A film that Kinnell made in 1933 would take years before being allowed in some theaters. Damaged Lives was a docudrama about venereal disease; Kinnell and Jason Robards played doctors that help afflicted patients.

Arliss, who had left Warners for the new 20th Century Fox studio, cast Kinnell as one of the brothers in The House of Rothschild, released in March 1934. Kinnell also did two more Charlie Chan films that year: Charlie Chan's Courage, in which he was the first victim, and Charlie Chan in London, where he played a seemingly sinister butler with an unexpected secret.

He finished 1934 with the December release of Anne of Green Gables.

===Later films: 1935-37===
Kinnell's film year of 1935 began with a role as a "dasteredly plotter" in Charlie Chan in Paris. He then began filming another historical picture starring George Arliss, Cardinal Richelieu.

Hoping to repeat the success of The House of Rothschild, 20th Century Fox mounted another historical tale around an English company in Lloyd's of London, released in November 1936. Kinnell played Rev. Nelson, the father of Lord Nelson, in a film that one reviewer said "lacks the powerful punch which the first conveyed".

Kinnell's last two films were an uncredited bit in Parnell, and a major part in the Grade B mystery, Think Fast, Mr. Moto, both released in summer 1937.

==Screen Actors Guild==
Though he wasn't a pioneering member of the Screen Actors Guild (SAG), Kinnell joined that trade union within a few years of its founding. By August 1936 he had been elected assistant treasurer. He was business chairman for the annual SAG fundraising society ball, and he handled issuing temporary credentials for journalists visiting movie lots.

SAG officials appointed him in 1939 to be the Guild's representative for arbitration hearings with the Motion Picture Producers (MPP) over contract disputes. Besides arbitration, he also worked with the producers on limiting the numbers of screen extras handled by Central Casting to favor those with most experience.

During 1943 Kinnell was again appointed as arbitrator in a dispute involving a pay hike demanded by SAG for over 5000 extras, stand-ins, stuntmen, body doubles, and singers. During April 1944 he testified in a National Labor Relations Board hearing that for screen extras there were "too many people competing for too little work and all could not hope to make a living at that type of work".
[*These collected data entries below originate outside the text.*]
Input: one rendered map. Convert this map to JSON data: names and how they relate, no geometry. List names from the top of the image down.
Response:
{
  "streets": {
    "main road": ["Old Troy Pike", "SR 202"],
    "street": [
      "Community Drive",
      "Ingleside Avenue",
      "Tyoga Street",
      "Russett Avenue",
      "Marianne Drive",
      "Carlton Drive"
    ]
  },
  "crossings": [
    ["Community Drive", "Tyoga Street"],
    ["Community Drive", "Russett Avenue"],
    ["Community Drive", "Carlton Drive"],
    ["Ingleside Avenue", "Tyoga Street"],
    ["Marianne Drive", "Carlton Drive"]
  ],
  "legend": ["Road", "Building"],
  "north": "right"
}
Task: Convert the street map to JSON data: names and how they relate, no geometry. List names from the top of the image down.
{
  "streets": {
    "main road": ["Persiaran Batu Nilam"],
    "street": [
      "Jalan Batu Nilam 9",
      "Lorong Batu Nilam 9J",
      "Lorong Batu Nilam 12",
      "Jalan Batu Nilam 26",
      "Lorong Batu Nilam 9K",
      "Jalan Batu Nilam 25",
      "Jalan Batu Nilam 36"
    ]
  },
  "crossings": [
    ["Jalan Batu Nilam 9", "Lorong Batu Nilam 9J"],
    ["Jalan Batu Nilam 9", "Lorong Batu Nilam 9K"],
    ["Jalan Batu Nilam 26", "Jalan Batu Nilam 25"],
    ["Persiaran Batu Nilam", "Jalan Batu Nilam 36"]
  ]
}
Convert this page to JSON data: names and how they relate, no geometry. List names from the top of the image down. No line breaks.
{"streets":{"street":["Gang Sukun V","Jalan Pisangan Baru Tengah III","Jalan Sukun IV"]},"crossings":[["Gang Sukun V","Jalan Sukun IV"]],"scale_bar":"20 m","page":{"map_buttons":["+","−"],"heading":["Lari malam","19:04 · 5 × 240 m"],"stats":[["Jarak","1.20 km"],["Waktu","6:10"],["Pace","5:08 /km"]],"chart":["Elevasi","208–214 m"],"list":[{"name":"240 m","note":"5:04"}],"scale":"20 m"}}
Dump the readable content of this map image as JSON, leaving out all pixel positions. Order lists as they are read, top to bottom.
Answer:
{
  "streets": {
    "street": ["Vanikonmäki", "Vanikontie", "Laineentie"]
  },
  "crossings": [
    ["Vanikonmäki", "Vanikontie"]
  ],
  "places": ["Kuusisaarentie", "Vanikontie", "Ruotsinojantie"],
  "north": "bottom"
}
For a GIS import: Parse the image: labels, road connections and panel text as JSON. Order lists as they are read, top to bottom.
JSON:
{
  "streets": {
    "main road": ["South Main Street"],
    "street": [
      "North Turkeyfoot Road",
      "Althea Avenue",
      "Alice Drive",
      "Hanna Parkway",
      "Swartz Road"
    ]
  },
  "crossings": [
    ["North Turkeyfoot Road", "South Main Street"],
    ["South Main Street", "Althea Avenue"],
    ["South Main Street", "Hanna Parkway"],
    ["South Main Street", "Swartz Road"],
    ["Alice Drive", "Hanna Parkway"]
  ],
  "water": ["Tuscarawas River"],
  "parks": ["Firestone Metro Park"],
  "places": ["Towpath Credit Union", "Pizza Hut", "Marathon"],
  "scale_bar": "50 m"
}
By 1949 Kinnell was the agency administrator for SAG, responsible for relations between independent screen actors outside the studio system and the talent agencies that represented them. Kinnell oversaw the negotiations for a ten-year agreement between SAG and talent management that would control the terms under which actors could be signed.

==Later years==
Kinnell retired from SAG on February 28, 1952. He told SAG officials he was going to take his wife on a long trip abroad, but would be available to the organization on an advisory basis when he returned.

On 11 August 1954, Kinnell died at his home in Santa Barbara, California.

==Personal life==
Kinnell's 1928 Petition for Naturalization listed his description at age 39 as 5 ft 9+1/2 in tall, weighing 145 lb, with gray eyes and brown hair. After completing the five-year mandatory residency, Kinnell's US citizenship was approved in 1933.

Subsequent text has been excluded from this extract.